Brian Drischell is currently the Associate Director of the Academy Film Archive in Los Angeles, CA.  He is a graduate of UCLA’s Moving Image Archive Studies program (’05).  A lifelong cineaste, Drischell has worked in film exhibition and archiving for 25 years.  His interest in home movies developed while attending UCLA and he has subsequently volunteered at Home Movie Day for the last 17 years.  His own family home movies surfaced from his father’s attic a few years ago and are now safely preserved.

Adam Hart

Adam Charles Hart is the author of Monstrous Forms: Moving Image Horror Across Media (Oxford UP, 2019) and the upcoming monographs The Living Camera: The History, Theory, and Politics of Handheld Cinematography (Oxford UP) and Raising the Dead: The Work of George A. Romero (Oxford UP). He received his PhD in Cinema and Media Studies from the University of Chicago and has taught at Harvard, North Carolina State University, and the University of Pittsburgh. He is the curator of the Guerrilla Television Project for the Media Burn Archive.

Jennifer Jenkins

Jennifer Jenkins (MLIS, Ph.D.) is Professor and Research Social Scientist in the Southwest Center at the University of Arizona (UA). Her work focuses on the history of the non-theatrical moving image in the Southwest and Mexico. Curatorial work includes the Puro Mexicano Tucson Film Festival, and exhibits at the Arizona Historical Society and the UA Museum of Art. She is the founder of Home Movie Day Tucson, and is developing the Tombstone Home Movie Project  as part of an archive of amateur and locally-made films of the Arizona-Sonora borderlands.
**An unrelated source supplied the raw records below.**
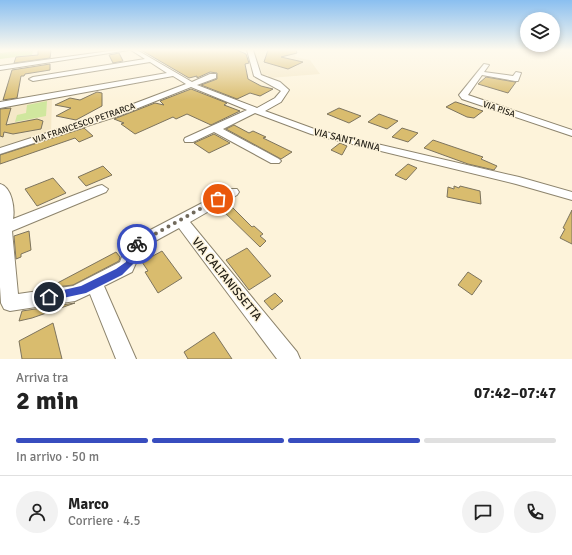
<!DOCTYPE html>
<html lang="it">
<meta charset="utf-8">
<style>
:root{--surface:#fff;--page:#f2f2f2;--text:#222;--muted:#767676;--line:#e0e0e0;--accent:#384dbf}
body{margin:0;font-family:Signika,sans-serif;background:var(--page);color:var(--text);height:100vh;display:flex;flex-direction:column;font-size:15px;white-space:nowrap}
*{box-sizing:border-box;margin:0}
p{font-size:13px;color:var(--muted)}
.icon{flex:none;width:22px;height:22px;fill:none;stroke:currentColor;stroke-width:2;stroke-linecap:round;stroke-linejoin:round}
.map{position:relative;height:359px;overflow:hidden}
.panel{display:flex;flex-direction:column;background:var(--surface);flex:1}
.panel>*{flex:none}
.controls{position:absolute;left:520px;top:12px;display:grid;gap:8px}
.controls a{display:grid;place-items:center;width:40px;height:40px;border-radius:50%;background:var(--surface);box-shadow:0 2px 6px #0003;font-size:20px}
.pin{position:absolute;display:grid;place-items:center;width:34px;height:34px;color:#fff;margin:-17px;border:2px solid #fff;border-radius:50%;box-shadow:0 1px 4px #0007}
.courier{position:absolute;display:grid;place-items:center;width:40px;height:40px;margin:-20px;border:3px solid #384dbf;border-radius:50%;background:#fff;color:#222;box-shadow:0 1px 5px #0007}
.headline em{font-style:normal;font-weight:800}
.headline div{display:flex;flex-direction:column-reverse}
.headline{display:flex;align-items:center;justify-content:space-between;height:68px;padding:0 16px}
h1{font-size:26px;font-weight:800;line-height:30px}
.bar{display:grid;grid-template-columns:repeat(4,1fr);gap:6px 4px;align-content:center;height:48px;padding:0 16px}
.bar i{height:5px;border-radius:3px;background:var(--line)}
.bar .active{background:var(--accent)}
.bar p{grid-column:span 4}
.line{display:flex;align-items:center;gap:10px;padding:0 16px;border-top:1px solid var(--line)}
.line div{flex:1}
.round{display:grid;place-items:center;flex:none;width:42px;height:42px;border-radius:21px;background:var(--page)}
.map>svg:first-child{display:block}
.built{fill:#f5e8c7}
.green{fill:#d0e79e}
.building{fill:#d9bc6e;stroke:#7d745e}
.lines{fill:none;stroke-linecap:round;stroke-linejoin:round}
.minor-casing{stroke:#8d846d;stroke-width:2}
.minor{fill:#fff;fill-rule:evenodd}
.route{fill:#384dbf}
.done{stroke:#716a5c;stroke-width:4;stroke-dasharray:0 7.2}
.labels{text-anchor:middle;stroke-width:3;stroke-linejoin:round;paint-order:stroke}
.far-street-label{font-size:9px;fill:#252118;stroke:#fdf3da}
.street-label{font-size:10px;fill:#252118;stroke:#fdf3da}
.near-street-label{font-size:12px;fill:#252118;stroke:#fdf3da}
</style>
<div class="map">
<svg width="572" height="359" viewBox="0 0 572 359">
<rect width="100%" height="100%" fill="#fdf3da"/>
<g class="built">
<path d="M253,50H297L295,57L310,60L320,74L269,78L268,75H263Z"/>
<path d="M52,98L51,133L0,149V107Z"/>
</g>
<g class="green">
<path d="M24,50H33L32,55L0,59V53Z"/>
<path d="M47,101L46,116L15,122L17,115L26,113L27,105Z"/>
</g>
<g class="building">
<path d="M38,50H51L50,58L14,63L16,57L38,55Z"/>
<path d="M141,50H237L246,54L249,63L245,64L248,79L261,86L273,89L260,96L250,93L237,99L201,85L217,79V73L210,72L197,78V76L189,78Z"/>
<path d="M268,50H296L297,53L281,57L303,62L288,69L264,62Z"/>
<path d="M119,53L123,61L113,63L109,55Z"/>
<path d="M50,64V70L25,74L24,76H21L17,98L3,100L12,70Z"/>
<path d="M486,77L515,82H516L508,93L478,84Z"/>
<path d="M191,89L227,103L224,105L240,111L211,125L187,114L176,119L173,117L135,134L121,124L124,123L114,119L155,103L164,105L160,101Z"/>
<path d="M97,92L102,93V106L76,120L56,116L71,108L55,105L70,98L80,100Z"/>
<path d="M455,102H456L483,111L474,118L467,117L446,107Z"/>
<path d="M11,108L6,125L37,119L43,121L41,129L13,134L4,132L3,137L0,136V109Z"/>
<path d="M339,108L361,116L349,123L327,114Z"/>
<path d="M379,114L398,121L387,129L368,122Z"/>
<path d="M234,125L249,133L253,131L266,137L263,138L292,152L281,159L226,129Z"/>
<path d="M84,128L93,136L79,142L75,138L0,164V155Z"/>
<path d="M402,128L418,133L408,142L392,137Z"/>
<path d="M214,134L230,143L209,153L194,143Z"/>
<path d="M433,140L483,157L481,159L497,166L494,170L468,164L424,148Z"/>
<path d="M340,143L347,146L342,155L331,150Z"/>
<path d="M408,164L417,168L406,180L395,175Z"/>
<path d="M103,166L112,175L86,186L78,177Z"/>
<path d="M53,178L66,193L37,206L25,189Z"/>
<path d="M454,186L459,188L460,186L480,191L481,204L447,197L448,187L454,189Z"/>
<path d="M227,202L252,227L254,226L263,234L260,236L266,241L260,247L219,207Z"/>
<path d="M572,210V244L560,238L565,229L563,228Z"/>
<path d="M29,231L31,250L21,254V257L16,259L14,236Z"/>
<path d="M247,248L271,276L249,290L226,260Z"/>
<path d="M162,251L182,278L158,293L145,272L148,271L142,262Z"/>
<path d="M116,252L120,257L119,261L73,285L48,288Z"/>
<path d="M468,272L482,281L472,295L458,285Z"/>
<path d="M275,293L283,301L272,310L264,301Z"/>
<path d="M75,303L32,318L19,321L22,311Z"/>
<path d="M53,323L62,359H22L19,341Z"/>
<path d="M214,332L232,359H188L184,352Z"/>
</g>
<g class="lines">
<defs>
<g id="minor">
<path d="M117,50H129L0,70V66Z"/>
<path d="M131,50H137L192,82L210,74H216V78L197,85L257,108L275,98L281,91L254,76L247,50H253L261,75L280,82L289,90L281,102L265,111L317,130L519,177L572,192V200L516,184L311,134L255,113L223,129L279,159L281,161L279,163H271L214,132L193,142H185L184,140L185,138L247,110L191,87L118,116L0,154V148L112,112L186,84L173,76L0,108V102L167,73L150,62L33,81L29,79L33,77L145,59Z"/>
<path d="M484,64L489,65L484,72L513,76L516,72L521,73L518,81H515L482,75L468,95L572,130V136L462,99L459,95Z"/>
<path d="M0,184C12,187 15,209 13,219L98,186L102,185L108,189L106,192L12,231L18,294L73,286L120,262L125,248L135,238L229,189H237L239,192L237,195L190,222L297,352L300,359H277L179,228L146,246L138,254L136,263L132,272L104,286L136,359H116L90,294L75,301L10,311L4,309L1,303L0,287Z"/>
</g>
</defs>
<use href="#minor" class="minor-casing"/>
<use href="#minor" class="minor"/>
</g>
<linearGradient id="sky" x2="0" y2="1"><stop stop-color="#8abff0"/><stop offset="0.5" stop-color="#fefaee"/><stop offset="1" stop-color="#fefaee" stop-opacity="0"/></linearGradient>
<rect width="572" height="100" fill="url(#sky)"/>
<path class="route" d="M137,241L141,244L134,252V263L122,275L86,293L49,301L46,300V294L81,286L116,269L126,262L127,249Z"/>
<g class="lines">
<path class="done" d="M137,244L218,199"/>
</g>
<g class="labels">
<g class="far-street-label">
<text transform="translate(499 109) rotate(19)" y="3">VIA PISA</text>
<text transform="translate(84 123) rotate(-19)" y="3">VIA FRANCESCO PETRARCA</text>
</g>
<g class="street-label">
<text transform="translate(347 139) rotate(14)" y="4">VIA SANT'ANNA</text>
</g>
<g class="near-street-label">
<text transform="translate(227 279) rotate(51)" y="4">VIA CALTANISSETTA</text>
</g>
</g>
</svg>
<div class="controls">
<a><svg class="icon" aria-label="layers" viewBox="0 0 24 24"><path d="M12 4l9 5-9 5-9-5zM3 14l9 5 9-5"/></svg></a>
</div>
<div class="pin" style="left:218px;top:199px;background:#ea580c"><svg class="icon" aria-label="bag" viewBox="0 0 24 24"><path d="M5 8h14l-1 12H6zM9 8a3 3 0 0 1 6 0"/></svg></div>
<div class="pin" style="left:49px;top:297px;background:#1f2937"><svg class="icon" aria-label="home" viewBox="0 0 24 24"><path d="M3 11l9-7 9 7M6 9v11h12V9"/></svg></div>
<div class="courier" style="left:137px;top:244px"><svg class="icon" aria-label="bike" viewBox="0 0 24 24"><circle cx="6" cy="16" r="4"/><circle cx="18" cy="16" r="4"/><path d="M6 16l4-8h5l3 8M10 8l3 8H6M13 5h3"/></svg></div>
</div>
<section class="panel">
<div class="headline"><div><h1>2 min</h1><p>Arriva tra</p></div><em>07:42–07:47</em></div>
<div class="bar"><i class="active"></i><i class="active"></i><i class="active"></i><i></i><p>In arrivo · 50 m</p></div>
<div class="line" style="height:72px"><a class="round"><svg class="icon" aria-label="person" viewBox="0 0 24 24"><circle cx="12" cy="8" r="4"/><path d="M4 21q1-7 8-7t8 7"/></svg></a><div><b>Marco</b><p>Corriere · 4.5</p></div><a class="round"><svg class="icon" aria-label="chat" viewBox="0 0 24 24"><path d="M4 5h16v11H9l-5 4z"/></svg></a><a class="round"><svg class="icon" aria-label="phone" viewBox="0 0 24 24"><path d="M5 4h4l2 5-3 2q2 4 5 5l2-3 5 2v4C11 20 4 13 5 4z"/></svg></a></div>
</section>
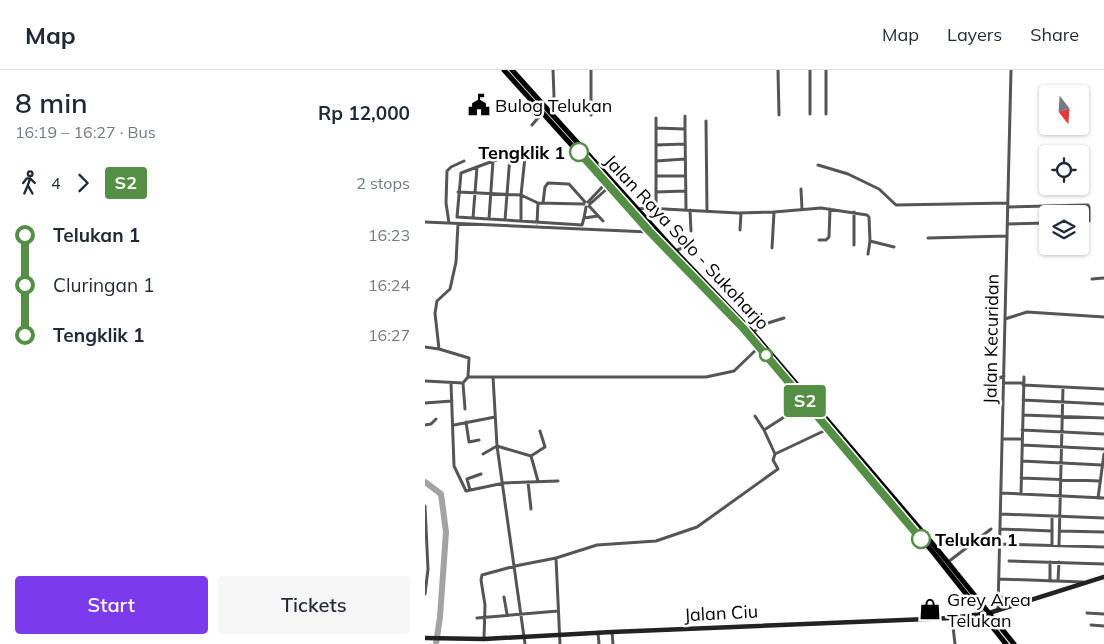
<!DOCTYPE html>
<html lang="en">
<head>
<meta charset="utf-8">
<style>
  :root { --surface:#fff; --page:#f6f6f7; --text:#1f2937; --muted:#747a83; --line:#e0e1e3; --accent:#7c3aed }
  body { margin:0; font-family:Mulish,sans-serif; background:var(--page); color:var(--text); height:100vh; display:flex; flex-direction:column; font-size:19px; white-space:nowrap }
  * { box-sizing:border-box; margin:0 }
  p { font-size:16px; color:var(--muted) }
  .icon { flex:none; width:28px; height:28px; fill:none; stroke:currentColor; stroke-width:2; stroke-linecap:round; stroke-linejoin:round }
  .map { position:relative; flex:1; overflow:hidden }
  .details { display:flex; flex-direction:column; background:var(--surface); width:425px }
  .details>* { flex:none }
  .badge { padding:0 10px; border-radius:4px; font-size:18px; line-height:32px }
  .needle { width:32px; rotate:163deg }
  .controls { position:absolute; left:614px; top:15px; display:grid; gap:10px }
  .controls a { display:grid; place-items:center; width:50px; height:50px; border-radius:5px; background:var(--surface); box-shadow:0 1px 4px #0004; font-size:25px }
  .map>.badge { position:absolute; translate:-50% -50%; box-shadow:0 0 0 2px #fff }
  .legs { display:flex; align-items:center; gap:8px; height:55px; padding:0 15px; font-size:16px }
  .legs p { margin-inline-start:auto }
  .headline { display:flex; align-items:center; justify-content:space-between; height:85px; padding:0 15px }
  h1 { font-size:28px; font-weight:600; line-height:38px }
  .button { display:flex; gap:10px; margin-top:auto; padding:10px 15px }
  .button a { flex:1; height:58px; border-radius:5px; background:var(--accent); color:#fff; font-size:20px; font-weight:600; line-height:58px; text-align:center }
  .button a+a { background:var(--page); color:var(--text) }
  ul { padding:0 15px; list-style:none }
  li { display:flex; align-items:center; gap:18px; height:50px; font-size:19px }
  li i { display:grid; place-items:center; width:8px; height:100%; margin:0 6px; background:currentColor }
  li i::after { content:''; width:12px; height:12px; margin:-6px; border:4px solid; border-radius:50%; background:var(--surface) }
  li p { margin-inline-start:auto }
  li:first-child i { background:linear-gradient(#0000 50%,currentColor 0) }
  li:last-child i { background:linear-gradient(currentColor 50%,#0000 0) }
  header { display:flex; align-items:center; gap:30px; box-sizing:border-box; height:70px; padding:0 25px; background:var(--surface); border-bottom:1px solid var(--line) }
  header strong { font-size:24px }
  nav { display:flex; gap:28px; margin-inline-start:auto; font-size:18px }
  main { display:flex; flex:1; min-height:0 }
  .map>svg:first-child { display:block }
</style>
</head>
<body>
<header>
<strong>Map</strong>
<nav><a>Map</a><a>Layers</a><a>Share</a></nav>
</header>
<main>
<section class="details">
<div class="headline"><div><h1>8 min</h1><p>16:19 – 16:27 · Bus</p></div><b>Rp 12,000</b></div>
<div class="legs"><svg class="icon" aria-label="walk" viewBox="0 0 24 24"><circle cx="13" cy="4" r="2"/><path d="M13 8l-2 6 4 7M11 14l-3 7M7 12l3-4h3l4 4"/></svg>4<svg class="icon" aria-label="forward" viewBox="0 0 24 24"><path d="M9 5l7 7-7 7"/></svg><b class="badge" style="background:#548f45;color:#fff">S2</b><p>2 stops</p></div>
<ul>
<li><i style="color:#548f45"></i><b>Telukan 1</b><p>16:23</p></li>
<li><i style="color:#548f45"></i><span>Cluringan 1</span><p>16:24</p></li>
<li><i style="color:#548f45"></i><b>Tengklik 1</b><p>16:27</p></li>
</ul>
<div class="button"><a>Start</a><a>Tickets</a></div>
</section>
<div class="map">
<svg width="679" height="574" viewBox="0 0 679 574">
  <rect width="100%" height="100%" fill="#fff"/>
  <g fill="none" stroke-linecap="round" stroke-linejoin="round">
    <path stroke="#a3a3a3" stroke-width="6" d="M0,412L16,424L21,462L15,547L11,574"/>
    <g stroke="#dbdbdb" stroke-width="6">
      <path id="primary" d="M79,0L225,162L318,258L346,291L507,481L581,574
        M87,0L250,181L328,263L512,479L589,574"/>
    </g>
    <path stroke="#555" stroke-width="3" d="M166,0V45
      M353,0L354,45
      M385,0V44
      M401,0V44
      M127,44L129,26L128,0
      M231,48V138
      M281,51L282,141
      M107,55L118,42
      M231,58L260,59L261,139
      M260,59V46
      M231,75L260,74
      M68,91L64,149L32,147L36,103L68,91L97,82L100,84V87L96,125V151
      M231,91L260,89
      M393,95L423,104L454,119L471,135L583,133
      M231,106H260
      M376,119L377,139
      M33,122L96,125L113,133L159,134
      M231,122L260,121
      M163,132L181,113
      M118,133L120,117L123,113L144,114L160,132
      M165,134L184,117
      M164,136L178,151
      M625,136V144
      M161,137L159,148L173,146
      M583,137L663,135L664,137V151L655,153
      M265,140L266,161
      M208,142L213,139L221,138L313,143L349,142L396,138L442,145L444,147L445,171L443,184
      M429,142V175
      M48,148L52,97
      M64,149L157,155L159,148
      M80,150L85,86
      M0,152L224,162
      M24,153L21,133L22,101L26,97L39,91
      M112,153L113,133
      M33,154L31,192L25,219L12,231L10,243L14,279L44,288L43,307L38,313L40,339
      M582,154L622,153
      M315,160L316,143
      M503,168L582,166
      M394,170H401L404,167L405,139
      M445,171L469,177
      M347,178L349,142
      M250,181L264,175
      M667,209L679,208
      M580,249L602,242L679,247
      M328,262L343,253L359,248
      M0,277L14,279
      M43,307H281L309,301L334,277
      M68,307L72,376L100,574
      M0,311L38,313
      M26,313L29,396L41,421L79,413L133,411
      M579,313H598
      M598,315L679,319
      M569,328L572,323V309L579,306
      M598,330L679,334
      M0,333L27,331
      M598,345L679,348
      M330,346L339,360L350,384
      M41,352L44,372L54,370
      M0,355L6,354L11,349
      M29,355L70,347
      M339,360L381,333
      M597,360L679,364
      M578,369H597
      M597,375L679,379
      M58,384L72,376L106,386
      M106,386L120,377L115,361
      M106,386L113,411
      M597,391L677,395
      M596,408L675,411
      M103,412L106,439
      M45,420L42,409L56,404
      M576,423L679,428
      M596,424L599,307
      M673,428L679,384
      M0,436L3,499L0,524
      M576,444L679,448
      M575,459L627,461
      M635,461L679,462
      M575,474L679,477
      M627,475V446
      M634,476L638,317
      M131,488L135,574
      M584,491L679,494
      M523,492L566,459
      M574,509L658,512
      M625,511V492
      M633,511L634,492
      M79,527L82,544
      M573,527L596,528L604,530
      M573,539L586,0
      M662,543L679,544
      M52,548L133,541
      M527,548L530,574
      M666,555L679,556
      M187,562L188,574
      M173,563L174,574
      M59,569L60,535L56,510L57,505L90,496L131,488L172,475L231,471L272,457L353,399L348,390L350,384L403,359"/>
    <path stroke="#222" stroke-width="4.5" d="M0,568L59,569L187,562L527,548L564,543L679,507"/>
    <use href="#primary" stroke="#000" stroke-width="5"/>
  </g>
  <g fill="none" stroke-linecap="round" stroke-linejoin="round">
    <g stroke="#fff" stroke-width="11">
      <path id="line-1" d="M154,82L225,162L318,258L496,469"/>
    </g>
    <use href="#line-1" stroke="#548f45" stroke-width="8"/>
  </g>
  <defs>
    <g id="civic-bare" transform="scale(1.725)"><path d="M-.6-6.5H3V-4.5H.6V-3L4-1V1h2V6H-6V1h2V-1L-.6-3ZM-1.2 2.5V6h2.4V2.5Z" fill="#000" stroke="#fff" stroke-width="2.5" paint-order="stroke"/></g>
    <g id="shop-bare" transform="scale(1.725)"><path d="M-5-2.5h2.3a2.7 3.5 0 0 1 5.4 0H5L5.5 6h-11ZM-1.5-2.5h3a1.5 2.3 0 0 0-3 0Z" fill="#000" stroke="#fff" stroke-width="2.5" paint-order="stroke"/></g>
  </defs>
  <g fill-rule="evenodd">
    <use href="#civic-bare" x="54" y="35"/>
    <use href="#shop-bare" x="505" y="539"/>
  </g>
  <g fill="#fff" stroke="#548f45" stroke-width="2.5">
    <circle cx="154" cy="82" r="9"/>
    <circle cx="341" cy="285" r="6"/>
    <circle cx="496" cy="469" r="9"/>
  </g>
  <g text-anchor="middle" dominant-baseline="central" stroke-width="5" stroke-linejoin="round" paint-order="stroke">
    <g font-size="18" fill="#000" stroke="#fff" text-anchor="start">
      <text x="70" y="35">Bulog Telukan</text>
      <text x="522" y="529">Grey Area<tspan x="522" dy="21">Telukan</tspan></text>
    </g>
    <g font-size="18" font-weight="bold" fill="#000" stroke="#fff" text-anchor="end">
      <text x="140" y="82">Tengklik 1</text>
      <text x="510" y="469" text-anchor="start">Telukan 1</text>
    </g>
    <g font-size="18" fill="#000" stroke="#fff">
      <text transform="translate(262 172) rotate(47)">Jalan Raya Solo - Sukoharjo</text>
      <text transform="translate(566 269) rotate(-89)">Jalan Kecuridan</text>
      <text transform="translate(296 543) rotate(-3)">Jalan Ciu</text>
    </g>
  </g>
</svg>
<div class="controls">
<a><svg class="needle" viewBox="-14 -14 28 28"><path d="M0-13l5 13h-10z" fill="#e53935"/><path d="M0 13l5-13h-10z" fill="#747a83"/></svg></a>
<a><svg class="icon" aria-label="locate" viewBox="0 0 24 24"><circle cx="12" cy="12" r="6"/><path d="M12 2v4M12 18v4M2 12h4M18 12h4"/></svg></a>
<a><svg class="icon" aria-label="layers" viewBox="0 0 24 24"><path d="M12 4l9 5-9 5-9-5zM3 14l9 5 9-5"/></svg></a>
</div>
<b class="badge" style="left:380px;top:331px;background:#548f45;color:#fff">S2</b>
</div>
</main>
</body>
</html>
In 2011 she brought a digital archive of over 450 films by and about Native peoples of the Americas to UA. This project is actively engaged in Tribesourcing: reinterpreting midcentury educational and industrial films through recording alternate Native narrations and culturally competent metadata from within Native communities. This project was awarded a 2017 NEH Humanities Collections and Reference Resources Grant and a 2022 NEH Digital Humanities Advancement Grant. As director of the Bear Canyon Center for Southwest Humanities, she works to preserve and disseminate the arts, literatures, and visual cultures of the region. In 2019, she held the Cátedra Primo Feliciano Velázquez at el Colegio de San Luis in San Luis Potosi, Mexico. Publications include Celluloid Pueblo: Western Ways Films and the Invention of the Postwar Southwest (U Arizona Press, 2016) and Patrimonio efímero: memorias, cultura popular, y vida cotidiana (COLSAN, 2021).